- **INSTRUCTIONS TO FOLLOW**
For the word "Live", count the lines of the records that hold it, and give only that number.

#### RECORD EXCERPTS

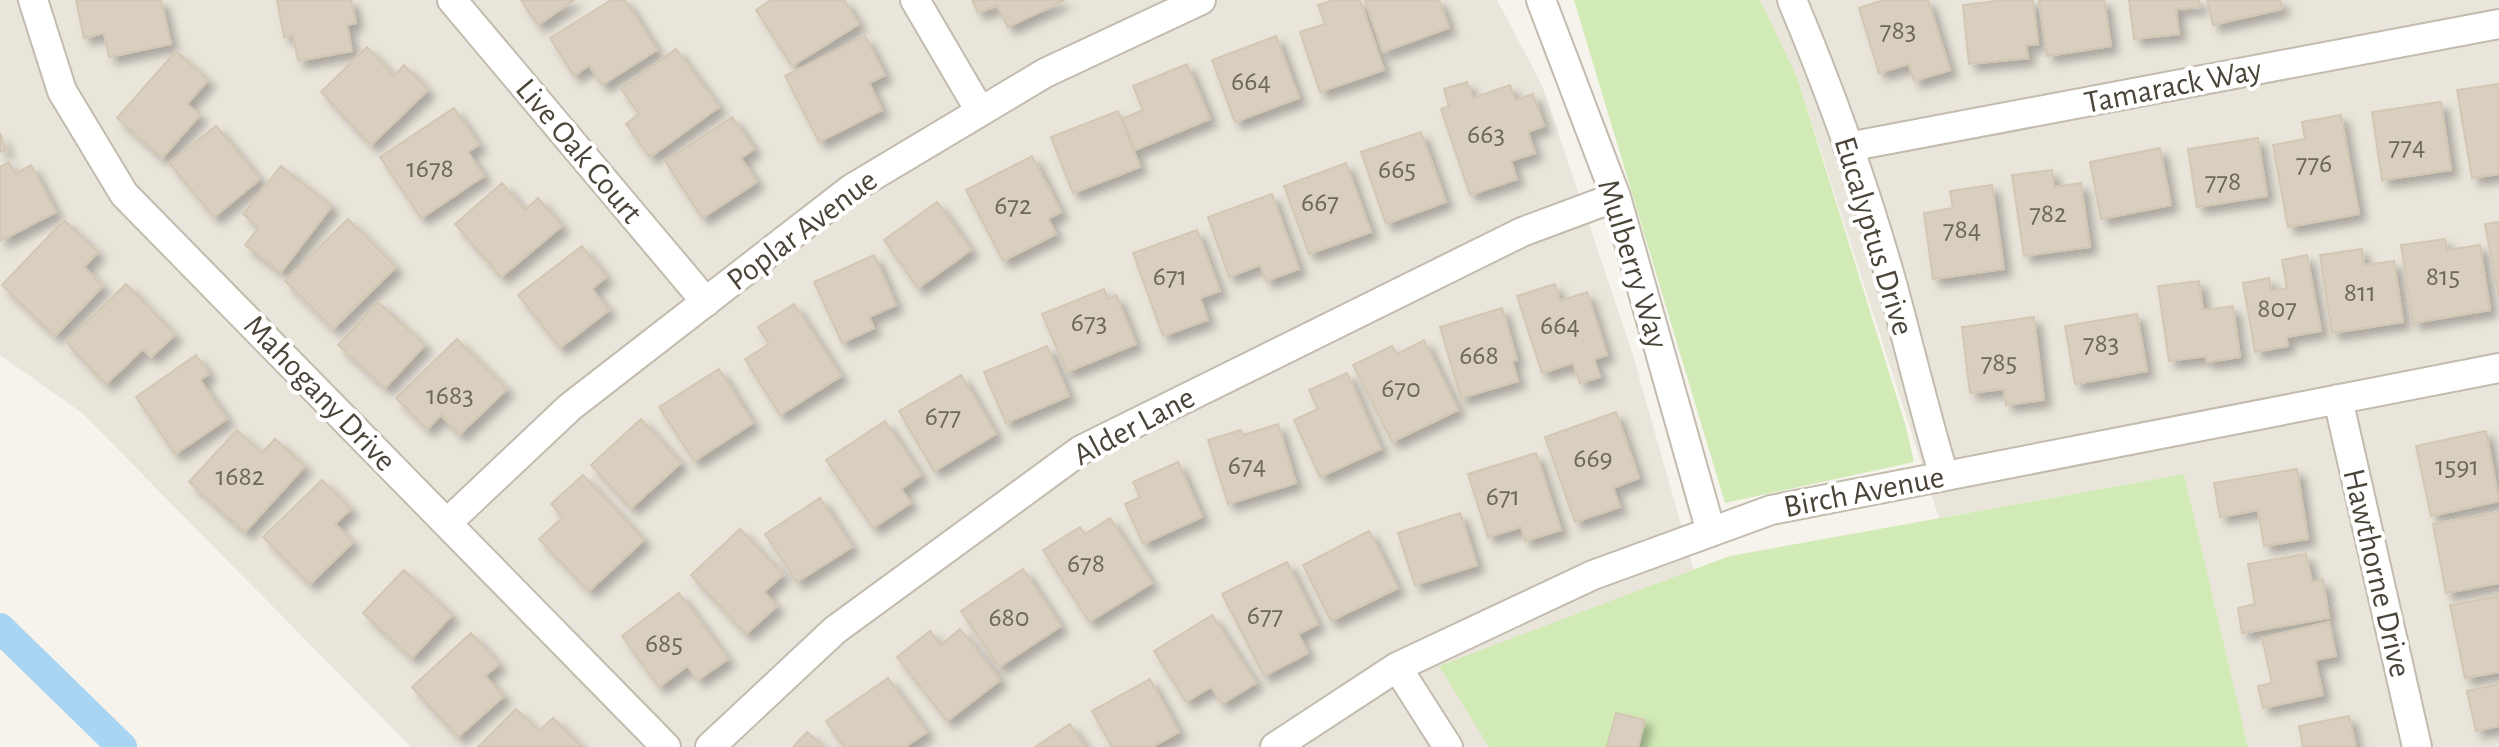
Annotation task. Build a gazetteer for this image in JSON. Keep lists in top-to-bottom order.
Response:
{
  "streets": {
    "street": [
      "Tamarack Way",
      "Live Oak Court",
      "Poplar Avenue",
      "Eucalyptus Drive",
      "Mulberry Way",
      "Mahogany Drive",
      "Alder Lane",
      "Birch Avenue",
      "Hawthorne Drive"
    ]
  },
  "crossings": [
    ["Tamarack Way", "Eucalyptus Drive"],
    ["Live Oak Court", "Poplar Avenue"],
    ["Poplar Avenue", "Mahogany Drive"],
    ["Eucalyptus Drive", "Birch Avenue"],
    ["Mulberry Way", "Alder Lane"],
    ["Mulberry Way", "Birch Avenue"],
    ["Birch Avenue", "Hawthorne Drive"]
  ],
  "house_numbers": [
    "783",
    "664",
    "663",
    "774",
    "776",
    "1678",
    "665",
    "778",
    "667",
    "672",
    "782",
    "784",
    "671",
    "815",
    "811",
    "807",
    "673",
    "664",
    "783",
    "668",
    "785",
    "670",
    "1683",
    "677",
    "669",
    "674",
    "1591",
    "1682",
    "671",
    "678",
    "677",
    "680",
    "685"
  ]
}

########

- **ANSWER BELOW**
2